# TTF - Sneak Peak for new design



## Jae (May 6, 2002)

All,

Have a peak at the image below, its our new design for the Forum that we're working on right now. The excessive TT logos will be replaced with a more neutral set of icons, but I think you will get the idea 

http://www.********.co.uk/images/sneakpeakttf2010.png

The introduction of this will allow us to use the full features of the board software and bring us a fresh platform to run from, as far as design is concerned. We will not be changing the structure of the boards though, so no panic!

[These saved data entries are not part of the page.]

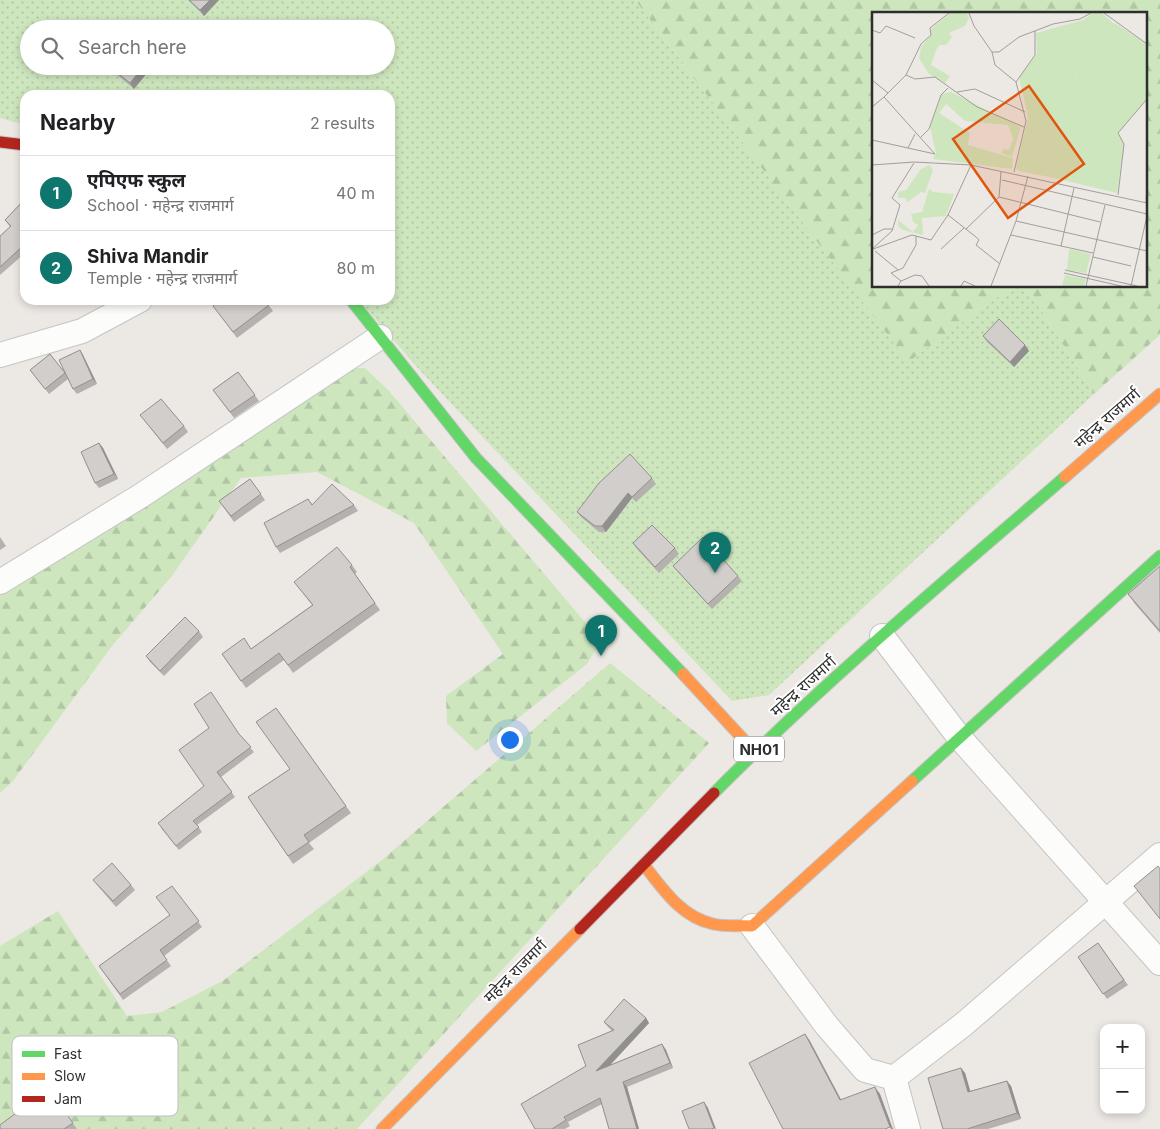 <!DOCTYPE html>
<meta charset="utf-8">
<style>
:root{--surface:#fff;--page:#f2f2f2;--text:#202124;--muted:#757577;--line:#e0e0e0;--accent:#0f766e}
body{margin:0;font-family:Inter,"Noto Sans Devanagari",sans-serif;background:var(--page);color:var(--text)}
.controls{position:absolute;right:15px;bottom:15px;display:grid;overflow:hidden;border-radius:10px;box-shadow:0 2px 8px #0003}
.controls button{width:45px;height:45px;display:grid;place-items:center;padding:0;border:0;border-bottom:1px solid var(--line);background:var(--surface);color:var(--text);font:25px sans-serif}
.you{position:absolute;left:509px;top:739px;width:18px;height:18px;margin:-12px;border:4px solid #fff;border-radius:50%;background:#1a73e8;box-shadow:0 0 0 8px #1a73e833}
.badge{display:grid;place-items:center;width:32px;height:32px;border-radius:50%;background:var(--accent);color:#fff;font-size:16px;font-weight:700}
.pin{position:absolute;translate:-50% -41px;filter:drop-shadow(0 1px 2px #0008)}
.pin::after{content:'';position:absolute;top:26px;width:18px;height:15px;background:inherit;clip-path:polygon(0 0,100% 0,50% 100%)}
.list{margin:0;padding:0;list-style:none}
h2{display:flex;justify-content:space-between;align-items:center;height:65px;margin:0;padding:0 20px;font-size:21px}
h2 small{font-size:16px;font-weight:400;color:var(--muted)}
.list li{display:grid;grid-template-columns:32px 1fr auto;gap:15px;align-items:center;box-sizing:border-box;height:75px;padding:0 20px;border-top:1px solid var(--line)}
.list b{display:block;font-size:19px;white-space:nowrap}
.list p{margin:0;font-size:16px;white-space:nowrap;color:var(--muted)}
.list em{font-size:16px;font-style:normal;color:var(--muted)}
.icon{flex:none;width:28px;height:28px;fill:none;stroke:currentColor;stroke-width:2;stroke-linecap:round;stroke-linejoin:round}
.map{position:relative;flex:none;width:1160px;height:1129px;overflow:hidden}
.search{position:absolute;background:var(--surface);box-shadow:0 2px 8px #0003;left:20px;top:20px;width:375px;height:55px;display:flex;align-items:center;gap:12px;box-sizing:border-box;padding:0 18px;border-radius:28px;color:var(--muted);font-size:19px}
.panel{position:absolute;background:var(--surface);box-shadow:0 2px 8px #0003;left:20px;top:90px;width:375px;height:215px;border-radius:15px}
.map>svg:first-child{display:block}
.forest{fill:url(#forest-firs)}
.park{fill:url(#park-dots);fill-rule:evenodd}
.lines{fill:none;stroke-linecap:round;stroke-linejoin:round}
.street-casing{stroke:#c5c4c5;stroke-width:26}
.fast-casing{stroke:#c5c4c5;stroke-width:13}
.slow-casing{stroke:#c5c4c5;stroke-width:13}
.jam-casing{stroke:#c5c4c5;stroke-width:13}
.street{stroke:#fcfcfb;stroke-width:24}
.fast{stroke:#63d668;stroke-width:11}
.slow{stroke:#ff974d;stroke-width:11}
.jam{stroke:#b3261e;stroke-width:11}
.wall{fill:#b4b1af}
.shaded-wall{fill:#92908e}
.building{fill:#d1cecb;stroke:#92908e}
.labels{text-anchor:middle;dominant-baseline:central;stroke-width:4;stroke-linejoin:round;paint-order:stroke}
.shield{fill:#fff;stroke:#6d6d6d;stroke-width:1}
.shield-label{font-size:15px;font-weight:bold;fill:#2e2e2e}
.street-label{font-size:16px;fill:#2e2e2e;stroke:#fff}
.inset-road{fill:none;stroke:#a09e9b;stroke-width:1}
.view{fill:#df570e;fill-opacity:0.15;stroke:#df570e;stroke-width:2.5}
.inset-edge{fill:none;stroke:#2e2e2e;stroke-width:2.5}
.key{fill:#fff;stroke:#c0c0c0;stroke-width:1}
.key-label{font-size:14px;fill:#2e2e2e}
</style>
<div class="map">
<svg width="1160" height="1129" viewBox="0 0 1160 1129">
<defs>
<pattern id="forest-firs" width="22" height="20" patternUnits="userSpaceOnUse" patternTransform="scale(1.25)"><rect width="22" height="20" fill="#cee6be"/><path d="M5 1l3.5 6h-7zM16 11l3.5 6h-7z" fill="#b1c6a4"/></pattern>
<pattern id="park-dots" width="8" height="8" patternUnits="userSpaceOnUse" patternTransform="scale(1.25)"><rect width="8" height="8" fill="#cee6be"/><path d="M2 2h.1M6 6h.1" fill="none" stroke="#b1c6a4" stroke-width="1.8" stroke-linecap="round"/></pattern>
</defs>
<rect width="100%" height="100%" fill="#ece8e4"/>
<g class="forest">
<path d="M635,0H1160V335L1094,394L1026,286H1146V14H874V286H1013L908,363Z"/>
<path d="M347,368H365L389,391L601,641L587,664L476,751L447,723L446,696L503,654L414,523L317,472L241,478L171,577L112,646L13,781L0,793V592Z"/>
<path d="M610,663L709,743L357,1129H0V946L58,911L127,1016L162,1012L224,980L382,860Z"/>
</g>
<path class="park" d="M0,0H635L908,362L1013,286H1026L1094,394L769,695L732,701L416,366L359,300H390V95H25V125L0,118ZM29,29H386V66H29Z"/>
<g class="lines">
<g class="street-casing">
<g id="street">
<path d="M0,355L82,331L140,300"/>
<path d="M0,582L142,495L380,337"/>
<path d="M882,636L959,737L1160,963"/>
<path d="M752,926L827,1026L865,1070L894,1078L964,1024L1160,855"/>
<path d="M894,1078L908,1129"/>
</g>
</g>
<g class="fast-casing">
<g id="fast">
<path d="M351,300L476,458L683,674"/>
<path d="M912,781L1160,556"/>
<path d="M714,793C825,681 946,580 1065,477"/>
</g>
</g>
<g class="slow-casing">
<g id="slow">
<path d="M1065,477L1160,394"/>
<path d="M683,674L755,752"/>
<path d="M644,865C663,889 681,917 713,924C726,927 739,925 752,926L912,781"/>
<path d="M382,1129L580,929"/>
</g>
</g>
<g class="jam-casing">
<g id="jam">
<path d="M0,142L25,145"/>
<path d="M580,929L714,793"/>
</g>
</g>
<use href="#street" class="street"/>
<use href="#fast" class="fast"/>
<use href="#slow" class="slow"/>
<use href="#jam" class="jam"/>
</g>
<g class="wall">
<path d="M188,0H219L204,16Z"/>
<path d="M112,66H151L152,67L134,89L115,73L111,68Z"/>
<path d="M25,199V253L0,275V236L10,227L5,220Z"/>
<path d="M265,300L273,311L237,338L217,311Z"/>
<path d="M983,336L1025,345L1029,351L1014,367L987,342Z"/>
<path d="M80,350L83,355L97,384L77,394L73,389L68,379L49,394L30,370L50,354L67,376Z"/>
<path d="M238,372L259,401L234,418L213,390Z"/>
<path d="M140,415L184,426L188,432L167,449Z"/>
<path d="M99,443L103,448L118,479L99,488L95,483Z"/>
<path d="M652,478L656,484L636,502L632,498L606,532H599L581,517L577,512Z"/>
<path d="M250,479L265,500L234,522L219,501Z"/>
<path d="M308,499L312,504L354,505L358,511L280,553L276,547Z"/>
<path d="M0,537L6,546L0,550Z"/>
<path d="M633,543L675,548L679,554L659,573L637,549Z"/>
<path d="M352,565L357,572L355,574L380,610L293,673L284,660L246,688L222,654L251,649L312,605L294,582Z"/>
<path d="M673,566L738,576L742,581L712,609L677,571Z"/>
<path d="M1160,566V633L1135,604L1128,594Z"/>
<path d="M199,631L203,637L164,676L150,662L146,656Z"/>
<path d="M276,708L351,813L309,843L314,849L293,864L248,797L290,769Z"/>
<path d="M239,735L254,752L221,777L235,797L197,825L202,832L179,850L161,828L204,786Z"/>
<path d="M93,880L131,885L135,890L116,907L97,885Z"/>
<path d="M172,886L202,927L164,956L171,966L123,1000L99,966L169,916Z"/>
<path d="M1098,943L1128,985L1107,999L1078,957Z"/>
<path d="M646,1018L649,1023L610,1065L662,1044L666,1050L673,1068L627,1087L639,1129H609L602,1104L568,1122L570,1126L565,1129H535L586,1066L612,1031L608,1027L604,1022Z"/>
<path d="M961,1068L965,1073L970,1091L1007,1081L1011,1086L1021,1119L988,1129H943Z"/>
<path d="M48,1089L77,1129H0Z"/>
</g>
<g class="shaded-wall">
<path d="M210,0H219L204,16L200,10Z"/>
<path d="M144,66L152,67L134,89L130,83Z"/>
<path d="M1025,345L1029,351L1014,367L1010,362Z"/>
<path d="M80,350L83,355L97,384L93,379Z"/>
<path d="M99,443L103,448L118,479L114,474Z"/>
<path d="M628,493L632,498L606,532L602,526Z"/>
<path d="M646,1018L649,1023L600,1076L596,1071Z"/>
<path d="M805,1034L810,1041L845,1107L840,1100Z"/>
<path d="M662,1044L666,1050L673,1068L670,1063Z"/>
<path d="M961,1068L965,1073L972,1097L968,1092Z"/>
<path d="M1007,1081L1011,1086L1021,1119L1017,1113Z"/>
<path d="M623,1082L627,1087L639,1129H637Z"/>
<path d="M875,1087L880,1094L893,1129H891L890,1127Z"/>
<path d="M704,1102L708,1108L716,1129H715L714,1128Z"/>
</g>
<g class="building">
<path d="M189,0H210L200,10Z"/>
<path d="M112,66H144L130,83L111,68Z"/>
<path d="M25,199V244L0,267V236L11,226L5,220Z"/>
<path d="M220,300H265L269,305L233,332L213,306Z"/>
<path d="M999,319L1025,345L1010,362L983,336Z"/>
<path d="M80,350L93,379L73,389L59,360Z"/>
<path d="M50,354L65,373L45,389L30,370Z"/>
<path d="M238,372L255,395L230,412L213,390Z"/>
<path d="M161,399L184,426L163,443L140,415Z"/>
<path d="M99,443L114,474L95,483L81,452Z"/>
<path d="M630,454L652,478L632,497L628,493L602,526H595L577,512L599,483Z"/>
<path d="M250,479L261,494L231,516L219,501Z"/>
<path d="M332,484L354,505L276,547L264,523L308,499L312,505Z"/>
<path d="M652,525L675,548L655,567L633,543Z"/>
<path d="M703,537L738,576L708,604L673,566Z"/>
<path d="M337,547L352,565L350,567L375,603L288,665L279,653L241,681L222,654L244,638L251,649L313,605L294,582Z"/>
<path d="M1160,566V631L1128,594Z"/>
<path d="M185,617L199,631L160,671L146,656Z"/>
<path d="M211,692L239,734L251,747L217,772L232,792L193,821L199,827L176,846L158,823L204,786L179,750L209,728L194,704Z"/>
<path d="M276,708L346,806L304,835L309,842L288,856L248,797L290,769L256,722Z"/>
<path d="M112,863L131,885L113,901L93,880Z"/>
<path d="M1158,866L1160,869V919L1134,886Z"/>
<path d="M172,886L199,921L160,950L167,960L120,994L99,966L170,915L156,897Z"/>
<path d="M1098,943L1124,980L1103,994L1078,957Z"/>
<path d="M624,999L646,1018L596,1071L662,1044L670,1063L623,1082L637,1129H609L600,1098L564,1117L566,1120L552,1129H535L521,1104L586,1066L578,1045L614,1030L604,1022Z"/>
<path d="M805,1034L840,1100L875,1087L890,1127L885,1129H783L749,1063Z"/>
<path d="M961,1068L968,1092L1007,1081L1017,1113L967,1129H943L928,1078Z"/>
<path d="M48,1089L73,1123L64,1129H0V1125Z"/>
<path d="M704,1102L714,1128L711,1129H689L682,1111Z"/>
</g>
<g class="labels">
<rect class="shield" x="734" y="736.5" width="50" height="25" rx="4"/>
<g class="shield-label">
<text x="759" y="749">NH01</text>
</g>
<g class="street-label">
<text transform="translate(1107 418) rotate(-41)">महेन्द्र राजमार्ग</text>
<text transform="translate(803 686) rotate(-42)">महेन्द्र राजमार्ग</text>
<text transform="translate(515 971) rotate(-45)">महेन्द्र राजमार्ग</text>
</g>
</g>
<g transform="translate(872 12)">
<rect width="275" height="275" fill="#ece8e4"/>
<path d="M78,1H95L97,6L93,14L77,21L80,25L74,33H67L64,38L59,53L78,64L73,71L57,62L47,46L49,35L59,23V17Z" fill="#cee6be"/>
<path d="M243,11L275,32V87L246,121L252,132L245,181L182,166L187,156L176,152L203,69L210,30ZM79,80L149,115L140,145L129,141L131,137L137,138L141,127L136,113L93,109L74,92L67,101L98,121L96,133L141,146L140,157L61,147L64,141L58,115L70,82ZM58,153L61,158L53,181L49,180L36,190L33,186H26V180L34,178L49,157ZM57,177L61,180L82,182L74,204L50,206L51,223L31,218L26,214V208L41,220L46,213L41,210L39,202L50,200ZM193,263L214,267L212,274H190Z" fill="#cee6be"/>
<path d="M221,1H230L242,12L210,31L203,69L176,152L187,156L182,166L147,159L144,156L156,105L147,65L165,42L164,21L211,8Z" fill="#cee6be"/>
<path d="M197,237L219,242L214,261L195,258Z" fill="#cee6be"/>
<path class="inset-road" d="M97,1L102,14L120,40L123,53L144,70M232,1L275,32M0,18L8,21L14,14L43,26M120,40H127L147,25L181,12L208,7L219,1M34,63L49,32L59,23L58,16L77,1M0,68L16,81M85,80L103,77L153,100M0,95L12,85M48,126L57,117L69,83L76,76M0,128L63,142L12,85L34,63L43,67L63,65L105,95L152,115M36,136L43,122M0,153L42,150L99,153L275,191M129,160L127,185L228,210M142,160L154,109L144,70L163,43V19M130,168L275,202M246,183L252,132L246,121L275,87M274,190L275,174M76,203L104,225L107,228L104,233L128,252M144,209L275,239M94,217L127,185M0,223L12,217H20M139,223L221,241M189,234L202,176M0,237L20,219L28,193L20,186L42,151M1,237L40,223L59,228L76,203L99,153M69,237L92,216M3,239L26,258M221,245L259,254M193,258L265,274M192,261L249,274M29,269L43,263L50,264L57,274M26,274L29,269L19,261L31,256L44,233V224M89,274L92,269L103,274M119,274L144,209L156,164M214,274L233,193M259,274L275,204"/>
<path class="view" d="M157,74L212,152L136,206L81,127Z"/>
<rect width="275" height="275" class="inset-edge"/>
</g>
<rect x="12" y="1036" width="166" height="80" rx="8" class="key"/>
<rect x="22" y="1051" width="23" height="6" fill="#63d668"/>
<rect x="22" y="1073" width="23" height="7" fill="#ff974d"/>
<rect x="22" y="1096" width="23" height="6" fill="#b3261e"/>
<g class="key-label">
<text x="54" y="1059">Fast</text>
<text x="54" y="1081">Slow</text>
<text x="54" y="1104">Jam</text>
</g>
</svg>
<div class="controls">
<button>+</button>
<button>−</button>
</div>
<div class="you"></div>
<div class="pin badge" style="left:601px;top:656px">1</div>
<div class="pin badge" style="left:715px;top:573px">2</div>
<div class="search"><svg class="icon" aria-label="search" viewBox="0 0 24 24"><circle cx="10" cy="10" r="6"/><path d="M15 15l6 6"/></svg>Search here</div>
<section class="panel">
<h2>Nearby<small>2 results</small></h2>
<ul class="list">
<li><span class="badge">1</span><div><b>एपिएफ स्कुल</b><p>School · महेन्द्र राजमार्ग</p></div><em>40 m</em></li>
<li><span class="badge">2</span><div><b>Shiva Mandir</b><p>Temple · महेन्द्र राजमार्ग</p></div><em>80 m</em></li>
</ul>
</section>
</div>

Idea is to launch this during the EvenTT10 on the 18th July!

BR

Jae


----------



## jammyd (Oct 11, 2008)

Looking good matey


----------



## Charlie (Dec 15, 2006)

I like it 

Change is good as long as it isn't just for the sake of it and this clearly isn't just for the sake of it 

Charlie


----------



## Hallyfella (Mar 5, 2007)

Looks very swish, some people cant handle too much change it confuses them !! . I'm all for it. :wink:


----------



## m4rky (Jul 20, 2008)

Like it Jae it looks a lot cleaner with less fuss


----------



## T3RBO (Dec 9, 2003)

Very nice [smiley=thumbsup.gif]


----------



## wallstreet (Oct 19, 2009)

Thumbs up
Fingers racing!


----------



## ELLIOTT (Feb 29, 2008)

8) Almost as good as a V6!


----------



## V6RUL (May 28, 2009)

+1 8) 
SteV6


----------